O problema, explica ele, era a contradição entre a expectativa de encontrar o múon em uma posição de alta simetria e sua conhecida tendência de fazer ligações com átomos de oxigênio. A ordem antiferromagnética do material reduz a simetria, e a posição próxima aos átomos de oxigênio torna-se incompatível com os experimentos.
Desafios e soluções em simulações DFT
Bonfà suspeitou que a explicação pudesse estar ligada ao material em transição de fase magnética e começou a tentar reproduzir o fenômeno em simulações de óxido de manganês. “Por ser um sistema complicado, é necessário adicionar algumas correções à DFT, como o parâmetro U de Hubbard”, afirma. “Mas estávamos escolhendo seu valor empiricamente e, quando você faz isso, você tem muita incerteza, e os resultados podem mudar drasticamente dependendo do valor escolhido.”

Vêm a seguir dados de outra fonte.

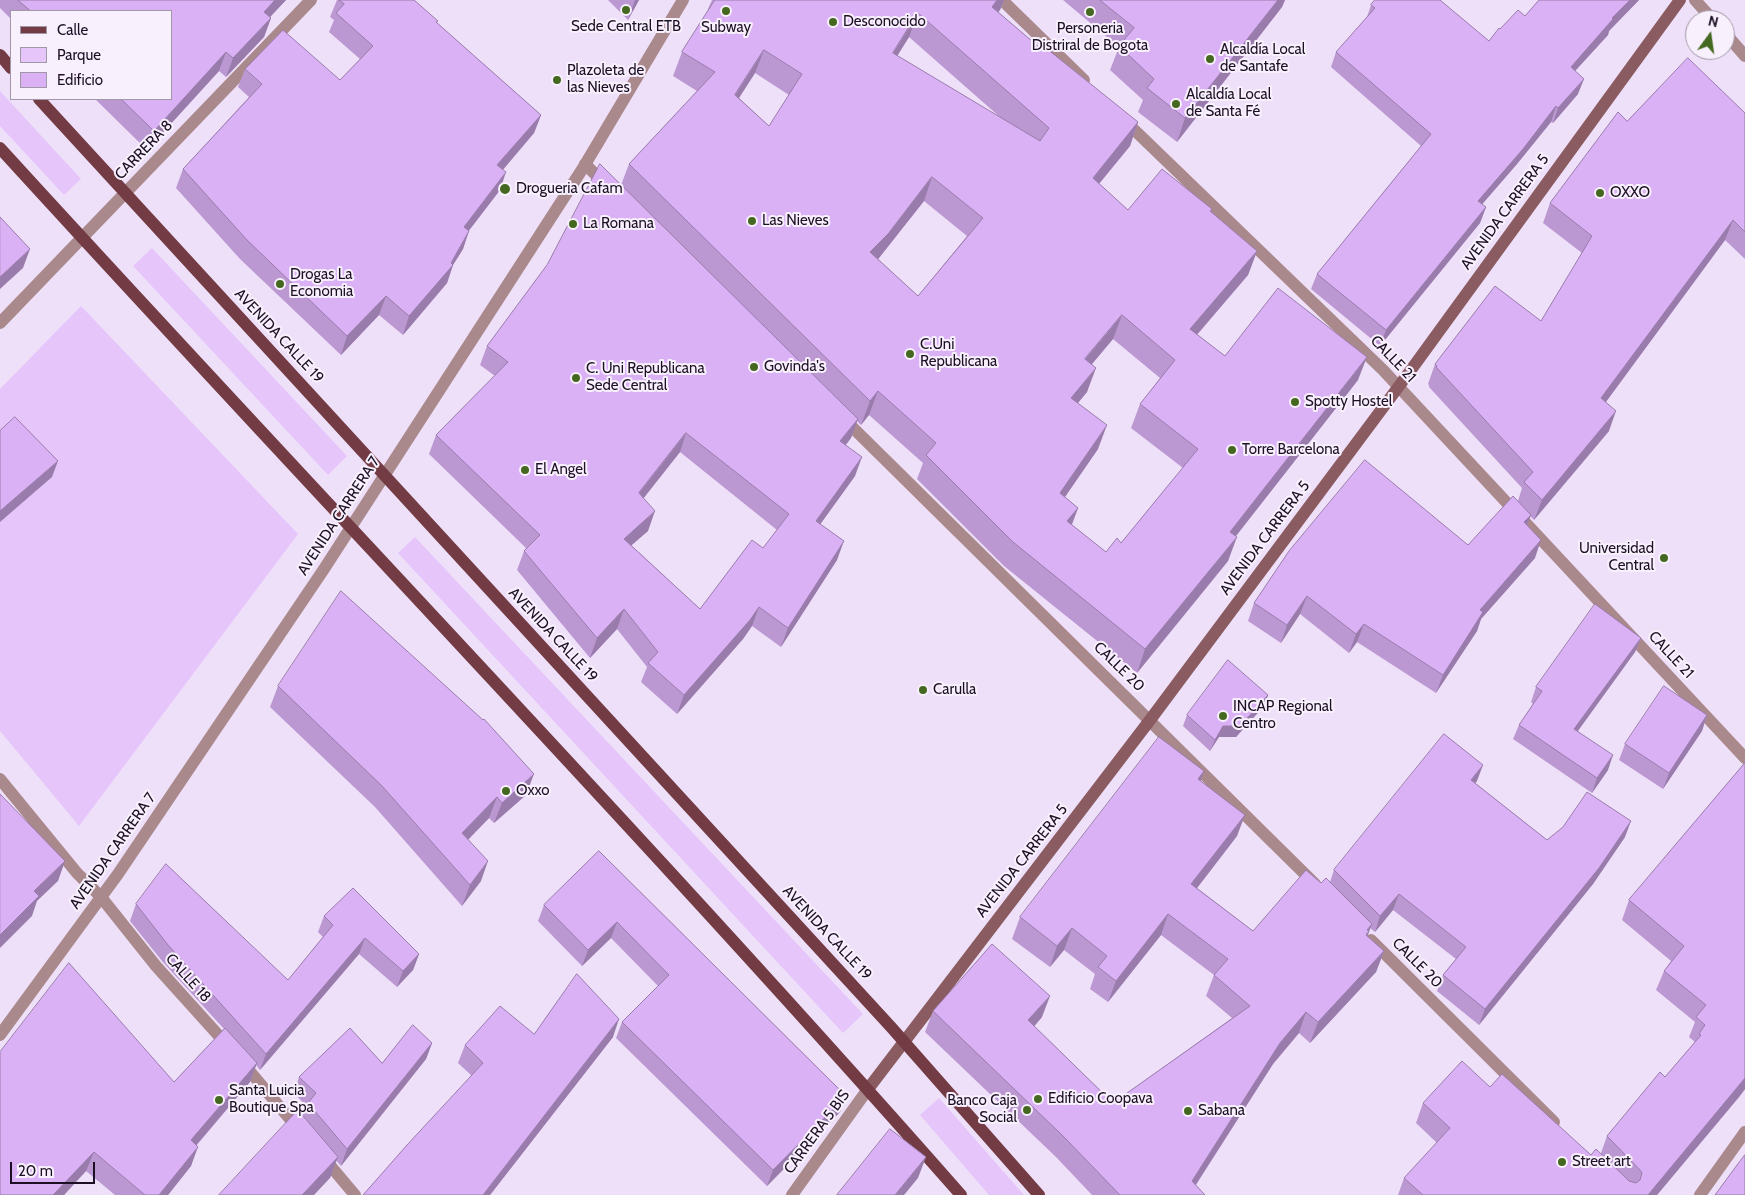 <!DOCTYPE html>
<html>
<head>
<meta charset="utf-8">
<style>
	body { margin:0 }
	#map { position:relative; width:1745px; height:1195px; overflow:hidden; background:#efe0f9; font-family:Cabin,sans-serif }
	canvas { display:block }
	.legend { position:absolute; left:10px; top:10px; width:162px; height:90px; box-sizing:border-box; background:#f8f1fd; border:1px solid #a097a7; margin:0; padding:6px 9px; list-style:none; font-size:15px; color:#1d1025 }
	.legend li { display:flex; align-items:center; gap:10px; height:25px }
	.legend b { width:25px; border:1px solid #a097a7 }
	.north { position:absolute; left:1685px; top:10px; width:50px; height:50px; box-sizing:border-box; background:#f8f1fd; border:1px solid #a097a7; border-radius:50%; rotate:14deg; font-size:14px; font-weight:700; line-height:20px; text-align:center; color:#1d1025 }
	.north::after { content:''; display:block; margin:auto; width:18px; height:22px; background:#446820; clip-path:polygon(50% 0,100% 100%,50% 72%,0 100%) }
	.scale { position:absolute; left:10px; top:1162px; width:85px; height:22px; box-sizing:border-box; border:2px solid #1d1025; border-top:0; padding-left:6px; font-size:15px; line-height:18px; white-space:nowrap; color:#1d1025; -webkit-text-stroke:4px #f8f1fd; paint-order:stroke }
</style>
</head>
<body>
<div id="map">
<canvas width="1745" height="1195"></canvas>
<ul class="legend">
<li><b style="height:6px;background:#733c44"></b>Calle</li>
<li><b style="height:14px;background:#e5c5fa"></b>Parque</li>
<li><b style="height:14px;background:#dbb1f5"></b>Edificio</li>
</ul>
<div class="north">N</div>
<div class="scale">20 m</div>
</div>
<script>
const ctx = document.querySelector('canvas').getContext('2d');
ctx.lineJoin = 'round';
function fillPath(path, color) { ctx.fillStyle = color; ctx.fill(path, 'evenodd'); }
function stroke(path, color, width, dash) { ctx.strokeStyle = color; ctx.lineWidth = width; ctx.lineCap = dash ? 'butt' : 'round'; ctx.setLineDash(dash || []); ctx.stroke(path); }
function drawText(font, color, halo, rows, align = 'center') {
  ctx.font = font + ' Cabin,sans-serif'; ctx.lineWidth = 4; ctx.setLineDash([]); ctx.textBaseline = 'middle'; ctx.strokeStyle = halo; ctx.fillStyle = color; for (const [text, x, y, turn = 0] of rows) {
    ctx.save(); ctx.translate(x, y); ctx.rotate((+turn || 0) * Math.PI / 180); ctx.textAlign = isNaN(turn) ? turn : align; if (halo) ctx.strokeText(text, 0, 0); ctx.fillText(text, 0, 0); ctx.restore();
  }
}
fillPath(new Path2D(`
	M0,91L81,179L64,195L0,126Z
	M152,248L347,456L328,475L133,266Z
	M81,306L298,534L79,826L0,731V389Z
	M415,537L863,1014L843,1033L398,553Z
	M939,1098L1024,1195H989L920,1115Z`), '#e5c5fa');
stroke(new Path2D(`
	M0,1035L118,874L324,569L583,168L683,0`), '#aa898c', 12);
stroke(new Path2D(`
	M1002,0L1084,80
	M1123,119L1383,370L1745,758
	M585,164L606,185
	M843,418L1315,884
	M0,779L77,873L101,897L156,966L229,1047
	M1371,940L1554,1122
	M242,1062L300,1131
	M323,1157L355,1195
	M792,1195L868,1089`), '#aa898c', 12);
stroke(new Path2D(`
	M1695,0L1713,20
	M1725,33L1745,56
	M0,323L311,0
	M1700,1195L1745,1132`), '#aa898c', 12);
stroke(new Path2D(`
	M868,1089L1150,720L1408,374L1680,0`), '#8a5c61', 12);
stroke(new Path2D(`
	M0,55L11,68
	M39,99L891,1027L1039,1195
	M0,148C319,498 648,839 961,1195`), '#733c44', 12);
fillPath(new Path2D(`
	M0,0H286L270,17L271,18L264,37L226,77L219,71L147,150L95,99H171V11H11V19L0,8Z
	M337,0H414L437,23L541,115L534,133L503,169L500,190L469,230L463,249L453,265L447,283L403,335L379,315L341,355L240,259L176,188L183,169L249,97L238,87L245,69L340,80L360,59L329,32L334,20L330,17Z
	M608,0H639L628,20Z
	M712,0H1004L1000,10L998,12L1039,47L1138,122L1130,146L1099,184L1128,210L1212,209L1211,212L1257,251L1248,275L1197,335L1225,356L1358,380L1236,536L1228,561L1137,673L1004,566L917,479L923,463L869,415L861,425L857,421L851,438L846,445L855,476L820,524L837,560L781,647L752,626L743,639L677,714L641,682L647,667L617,629L590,658L517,570L524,551L526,548L429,454L436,435L495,376L480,365L487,346L621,185L629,164L697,91L673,76L682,52L709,9H708ZM909,37L1001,118L897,56ZM755,73L789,95L769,126L739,98ZM924,201L967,236L918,296L878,259ZM1113,339L1160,378L1140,404L1131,428L1183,468L1121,543L1106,552L1072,525L1078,508L1065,497L1098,449L1078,403L1087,392L1092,364ZM680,452L777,530L763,548L700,609L631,545L648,531L643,498Z
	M1063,0H1285L1282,7L1177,142L1138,112L1143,100L1110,70L1119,47Z
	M1539,0H1639L1609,31L1608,35L1575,71L1578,94L1553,123L1551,122L1517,164L1482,204L1486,207L1480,223L1380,346L1311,289L1317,274L1421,146L1331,67L1336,52L1367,17L1371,5L1489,41L1500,29L1525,16Z
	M1745,113V259L1725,240L1606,402L1609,431L1534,520L1530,516L1527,525L1535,558L1481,619L1477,631L1436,693L1357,642L1349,653L1300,614L1281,643L1248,621L1254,603L1468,545L1518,501L1522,488L1429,387V385L1428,384L1435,364L1541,321L1582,253L1543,223L1550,203L1627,121Z
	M1641,638L1635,652L1578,731L1608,770L1592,793L1513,739L1519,725L1533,704L1531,702L1536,687Z
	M278,686L526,795L494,823L489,818L468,840L481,881L462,906L375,807L270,707Z
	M1268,695L1264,706L1236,737H1219L1210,751L1183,726L1187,715Z
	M1707,715L1702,731L1663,789L1619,760L1625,744Z
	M1745,763V1089L1739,1097L1657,1195H1398L1404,1178L1437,1143L1416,1123L1423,1103L1490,1087L1591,1155L1601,1153L1607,1136L1665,1077L1695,1042L1689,1037L1695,1022L1656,990L1664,971L1671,961L1622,920L1629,900Z
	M1201,781L1237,836L1197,888L1253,931L1321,883L1330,882L1334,870L1477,781L1475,783L1547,840L1625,837L1593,884L1479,1025L1437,991L1443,975L1456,959L1393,910L1375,932L1370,928L1367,936L1384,951L1376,972L1310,1043L1299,1033L1273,1064L1196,1185L1205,1195H1092L1056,1157L925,1032L933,1011L1042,1017L1034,1026L1113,1103L1232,1018L1206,996L1214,975L1161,935L1108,1002L1090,989L1095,974L1064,950L1050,967L1012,939L1020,917Z
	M599,851L846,1096L840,1112L767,1186L616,1038L622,1022L658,986L611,938L582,966L538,921L544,905Z
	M136,904L288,980L323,937L318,932L324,916L419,954L413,970L397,987L359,954L260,1070L256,1065L250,1082L197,1145L191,1166L168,1195H115L86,1171L64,1195H0L174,1082L224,1029L162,961L130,921Z
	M534,1034L613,1037L490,1195H363L472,1076L458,1063L465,1045Z
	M432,1043L426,1059L341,1166L336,1160L330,1178L303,1115L306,1106L294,1093L299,1077L382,1063Z`), '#bc98d3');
fillPath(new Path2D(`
	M275,0H286L257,31L264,12Z
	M635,0H639L628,20Z
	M997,0H1004L1000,10L983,31L992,7Z
	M1278,0H1285L1282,7L1177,142L1185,118Z
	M1630,0H1639L1609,31L1608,35L1565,82L1571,67L1612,18Z
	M918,13L909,37L884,77L893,53Z
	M271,18L264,37L226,77L233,58Z
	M764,50L755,73L726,118L735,95Z
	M226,52L219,71L147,150L154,131Z
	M1584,79L1578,94L1553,123L1558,108Z
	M1556,106L1551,122L1517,164L1472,216L1478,201Z
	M541,115L534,133L491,184L497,165Z
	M1138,122L1130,146L1084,202L1093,178Z
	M506,172L500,190L458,245L464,227Z
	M932,177L924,201L879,258L862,276L870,252Z
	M1486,207L1480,223L1380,346L1386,330Z
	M1733,220L1725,240L1594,418L1601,398Z
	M469,231L463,249L453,265L447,283L403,335L409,316L451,263Z
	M30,249L23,268L0,289V277Z
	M1257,251L1248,275L1181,353L1190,329Z
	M386,296L379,315L341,355L347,336Z
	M1122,315L1113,339L1076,383L1085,359Z
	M1367,357L1358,380L1221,555L1230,532Z
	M1096,368L1087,392L1062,422L1071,398Z
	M878,391L869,415L861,425L870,401Z
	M1616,411L1609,431L1534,520L1542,500Z
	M858,419L851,438L833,460L840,441Z
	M1107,425L1098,449L1051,517L1060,493Z
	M686,433L680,452L632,513L639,493Z
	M862,457L855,476L809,540L816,521Z
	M58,461L52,477L0,522V511Z
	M1078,508L1069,531L1067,521Z
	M655,511L648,531L617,558L624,539Z
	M1531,515L1524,533V522Z
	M1237,537L1228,561L1137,673L1145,649Z
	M1541,540L1535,558L1481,619L1477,631L1436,693L1443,675L1480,610Z
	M844,541L837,560L781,647L788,628Z
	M1307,596L1300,614L1281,643L1287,625Z
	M759,607L752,626L743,639L677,714L684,695Z
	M624,609L617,629L590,658L597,638Z
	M1364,624L1357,642L1349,653L1356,634Z
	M1641,638L1635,652L1569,743L1574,729Z
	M1268,695L1264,706L1236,737H1219L1210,751L1215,740L1223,726Z
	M1707,715L1702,731L1663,789L1669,773Z
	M1613,755L1608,770L1592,793L1597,778Z
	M1483,765L1477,781L1465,795L1471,780Z
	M1204,771L1197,792L1198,779Z
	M534,774L526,795L494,823L502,803Z
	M497,797L489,818L454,854L462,833Z
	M1245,815L1237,836L1184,905L1191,884Z
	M1631,821L1625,837L1593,884L1479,1025L1485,1009Z
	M65,861L58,881L37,901L32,916L0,948V935L34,891Z
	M488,861L481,881L462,906L470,885Z
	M1399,894L1393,910L1375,932L1380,916Z
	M1168,914L1161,935L1108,1002L1116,981Z
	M617,922L611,938L582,966L588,950Z
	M1372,924L1364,945L1367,930Z
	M1072,928L1064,950L1050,967L1057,946Z
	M365,938L359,954L260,1070L266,1054Z
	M1384,951L1376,972L1310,1043L1318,1022Z
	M419,954L413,970L397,987L403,971Z
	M1050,996L1042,1017L1021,1042L1028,1020Z
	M1306,1012L1299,1033L1273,1064L1189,1195L1192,1181L1280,1043Z
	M619,1019L613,1037L490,1195H483Z
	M432,1043L426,1059L341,1166L347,1149Z
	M257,1063L250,1082L184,1159L191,1140Z
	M1745,1078V1089L1739,1097L1657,1195H1648Z
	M846,1096L840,1112L767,1186L773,1170Z
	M198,1147L191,1166L168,1195H159Z
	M94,1152L86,1171L64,1195H53Z
	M338,1157L330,1178L314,1195H302Z
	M926,1157L918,1178L904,1195H895Z`), '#997cac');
const building = new Path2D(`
	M18,0H275L264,12L271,18L233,58L226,52L154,131L121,99H171V11H31Z
	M339,0H414L438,21L436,22L541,115L497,165L506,172L464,227L469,231L451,263L453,265L409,316L386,296L347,336L247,240L183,169L262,84L245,69L283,30L340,80L373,46L336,13L344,4Z
	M715,0H997L992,7L1039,47L1041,44L1138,122L1093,178L1128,210L1162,169L1212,209L1210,211L1257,251L1190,329L1225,356L1278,288L1367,357L1230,532L1237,537L1145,649L1013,542L926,455L936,443L878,391L870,401L629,164L715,72L682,52ZM918,13L1049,128L1040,141L893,53ZM764,50L802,74L769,126L735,95ZM932,177L983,218L918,296L870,252L888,234ZM1122,315L1175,360L1140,404L1198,449L1121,543L1117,538L1106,552L1067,521L1078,508L1060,493L1107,425L1071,398L1096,368L1085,359Z
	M1100,0H1278L1185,118L1147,88L1154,79L1119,46L1134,28Z
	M1375,0H1440L1489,41L1499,28L1500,29L1518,10L1525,16L1539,0H1630L1612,18L1613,19L1571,67L1584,79L1558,108L1556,106L1523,149L1478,201L1486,207L1386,330L1317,274L1431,134L1336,52L1375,8L1371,5Z
	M1688,58L1745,113V232L1733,220L1601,398L1616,411L1542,500L1524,482L1533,472L1436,367L1437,366L1435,364L1495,286L1541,321L1592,236L1550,203L1618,112L1627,121Z
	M600,164L858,419L840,441L862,457L816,521L844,541L788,628L759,607L750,620L684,695L648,663L658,652L624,609L597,638L524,551L540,535L436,435L508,362L487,346L547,265ZM686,433L789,514L763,548L752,540L700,609L624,539L655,511L639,493Z
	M0,217L30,249L0,277Z
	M15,417L58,461L0,511V431Z
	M1365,460L1468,545L1513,496L1531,515L1524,522L1541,540L1480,610L1483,612L1443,675L1364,624L1356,634L1307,596L1287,625L1254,603L1289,551Z
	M341,591L483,720L484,719L534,774L502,803L497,797L462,833L488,861L470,885L382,786L278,686Z
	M1595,604L1641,638L1574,729L1613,755L1597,778L1519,725L1542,691L1536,687Z
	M1228,660L1268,695L1240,726H1223L1215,740L1187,715Z
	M1664,686L1707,715L1669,773L1625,744Z
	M1444,734L1483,765L1471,780L1547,840L1563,827L1587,792L1631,821L1599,868L1485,1009L1443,975L1466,947L1399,894L1380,916L1334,870Z
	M1159,737L1204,771L1198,779L1245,815L1191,884L1253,931L1306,870L1321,883L1326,878L1372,924L1367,930L1369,931L1366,935L1384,951L1318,1022L1306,1012L1280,1043L1192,1181L1205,1195H1120L1063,1136L933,1011L992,944L1050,996L1028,1020L1113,1103L1250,1006L1214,975L1228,959L1168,914L1116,981L1098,967L1107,956L1072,928L1057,946L1020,917Z
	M1745,763V1078L1648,1195H1423L1404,1178L1450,1128L1423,1103L1462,1061L1490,1087L1502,1074L1591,1155L1596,1149L1629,1181L1636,1183L1640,1180L1642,1173L1640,1170L1607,1136L1660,1072L1665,1077L1701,1035L1699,1034L1705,1025L1696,1017L1706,1005L1664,971L1684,946L1629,900Z
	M0,794L65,861L34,891L39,896L0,935Z
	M599,851L846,1096L773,1170L622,1022L669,975L617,922L588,950L544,905Z
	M166,864L288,980L333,925L324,916L353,888L419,954L403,971L365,938L266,1054L168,945L136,904Z
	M69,963L174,1082L225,1028L257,1063L191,1140L198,1147L159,1195H145L94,1152L53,1195H0V1052Z
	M577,974L619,1019L483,1195H363L407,1145L483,1063L465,1045L500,1006L534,1034Z
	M413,1025L432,1043L347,1149L308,1103L316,1093L299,1077L350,1028L382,1063Z
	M298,1110L338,1157L302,1195H219Z
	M890,1129L926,1157L895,1195H837Z
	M1745,1155V1195H1715L1740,1161Z`);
fillPath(building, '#dbb1f5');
stroke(building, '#997cac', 1);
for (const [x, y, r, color] of [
	[626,10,5,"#446820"],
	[726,11,5,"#446820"],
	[1090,12,5,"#446820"],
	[833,22,5,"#446820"],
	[1210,59,5,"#446820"],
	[557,80,5,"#446820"],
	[1176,104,5,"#446820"],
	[505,189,6,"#446820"],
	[1600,193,5,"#446820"],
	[752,221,5,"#446820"],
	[573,224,5,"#446820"],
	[280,284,5,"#446820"],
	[910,354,5,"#446820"],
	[754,367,5,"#446820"],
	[576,378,5,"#446820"],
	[1295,402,5,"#446820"],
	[1232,450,5,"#446820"],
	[525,470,5,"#446820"],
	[1664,558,5,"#446820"],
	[923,690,5,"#446820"],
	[1223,716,5,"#446820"],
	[506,791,5,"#446820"],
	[1038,1099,5,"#446820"],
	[219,1100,5,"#446820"],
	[1027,1110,5,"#446820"],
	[1188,1111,5,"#446820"],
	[1562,1162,5,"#446820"]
]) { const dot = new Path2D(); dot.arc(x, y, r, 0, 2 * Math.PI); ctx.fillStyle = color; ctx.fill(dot); stroke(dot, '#f8f1fd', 2); }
drawText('15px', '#1d1025', '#f8f1fd', [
	["Desconocido",843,22],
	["Sede Central ETB",626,27,"center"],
	["Subway",726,28,"center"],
	["Personeria",1090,29,"center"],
	["Distriral de Bogota",1090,46,"center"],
	["Alcaldía Local",1220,50],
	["de Santafe",1220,67],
	["Plazoleta de",567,71],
	["las Nieves",567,88],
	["Alcaldía Local",1186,95],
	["de Santa Fé",1186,112],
	["Drogueria Cafam",516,189],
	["OXXO",1610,193],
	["Las Nieves",762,221],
	["La Romana",583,224],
	["Drogas La",290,275],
	["Economia",290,292],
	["C.Uni",920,345],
	["Republicana",920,362],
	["Govinda's",764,367],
	["C. Uni Republicana",586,369],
	["Sede Central",586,386],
	["Spotty Hostel",1305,402],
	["Torre Barcelona",1242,450],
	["El Angel",535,470],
	["Universidad",1654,549,"right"],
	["Central",1654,566,"right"],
	["Carulla",933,690],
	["INCAP Regional",1233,707],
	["Centro",1233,724],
	["Oxxo",516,791],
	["Santa Luicia",229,1091],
	["Boutique Spa",229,1108],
	["Edificio Coopava",1048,1099],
	["Banco Caja",1017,1101,"right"],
	["Social",1017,1118,"right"],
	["Sabana",1198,1111],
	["Street art",1572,1162]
], 'left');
drawText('15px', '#1d1025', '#f8f1fd', [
	["CARRERA 8",144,150,-46],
	["AVENIDA CARRERA 5",1505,212,-54],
	["AVENIDA CALLE 19",279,336,47],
	["CALLE 21",1393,359,46],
	["AVENIDA CARRERA 7",339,516,-57],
	["AVENIDA CARRERA 5",1265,538,-53],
	["AVENIDA CALLE 19",553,635,47],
	["CALLE 21",1671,655,47],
	["CALLE 20",1119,667,44],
	["AVENIDA CARRERA 7",113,851,-55],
	["AVENIDA CARRERA 5",1022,861,-52],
	["AVENIDA CALLE 19",827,933,47],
	["CALLE 20",1417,963,45],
	["CALLE 18",188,978,48],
	["CARRERA 5 BIS",817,1132,-54]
]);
</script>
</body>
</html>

Ainda assim, as simulações iniciais de Bonfà sugeriram que as posições dos muões poderiam ser impulsionadas pela magnetostrição, um fenómeno que faz com que um material mude a sua forma e dimensões durante a magnetização. Para provar isso sem sombra de dúvida, ele se uniu aos laboratórios MARVEL da EPFL e PSI de Nicola Marzari e Giovanni Pizzi.
“Usamos um método de última geração chamado DFT+U+V, que foi muito importante para tornar as simulações mais precisas”, explica Iurii Timrov, cientista do Laboratório de Simulações de Materiais do PSI e coautor do estudar. Este método pode ser usado com parâmetros de Hubbard U no local e V entre locais que são calculados a partir dos primeiros princípios em vez de serem escolhidos empiricamente, graças ao uso da teoria de perturbação funcional de densidade para DFT + U + V que foi desenvolvida no MARVEL e implementada no Pacote Quantum ESPRESSO. “Embora já tivéssemos descoberto que a magnetostrição estava em jogo, ter as informações corretas sobre os blocos de construção da simulação era muito importante, e isso veio do trabalho de Iurii”, acrescenta Bonfà.
No final, a solução do quebra-cabeça foi relativamente simples: a magnetostricção, que é a interação entre graus de liberdade magnéticos e elásticos no material, causa uma transição de fase magnética em MnO a 118K, na qual o local do múon muda. Acima dessa temperatura, o múon desloca-se em torno de uma rede de locais equivalentes – o que explica o comportamento incomum observado em experimentos em altas temperaturas.
Os cientistas esperam que o mesmo possa ser verdade para muitos outros óxidos magnéticos estruturados em rochas. No futuro, explica Timrov, o grupo quer continuar estudando o mesmo material incluindo também efeitos de temperatura, usando outra técnica avançada desenvolvida na MARVEL e chamada aproximação harmônica estocástica autoconsistente. Além disso, e em colaboração com o grupo de Giovanni Pizzi do Instituto Paul Scherrer, esta abordagem será disponibilizada à comunidade através do AiiDAlab interface, para que todos os experimentalistas possam utilizá-la em seus próprios estudos.
Referência: “Localização de múons orientada por magnetostrição em um óxido antiferromagnético” por Pietro Bonfà, Ifeanyi John Onuorah, Franz Lang, Iurii Timrov, Lorenzo Monacelli, Chennan Wang, Xiao Sun, Oleg Petracic, Giovanni Pizzi, Nicola Marzari, Stephen J. Blundell e Roberto De Renzi, 24 de janeiro de 2024, Cartas de revisão física.
DOI: 10.1103/PhysRevLett.132.046701
O estudo foi financiado pela Fundação Nacional Suíça para a Ciência.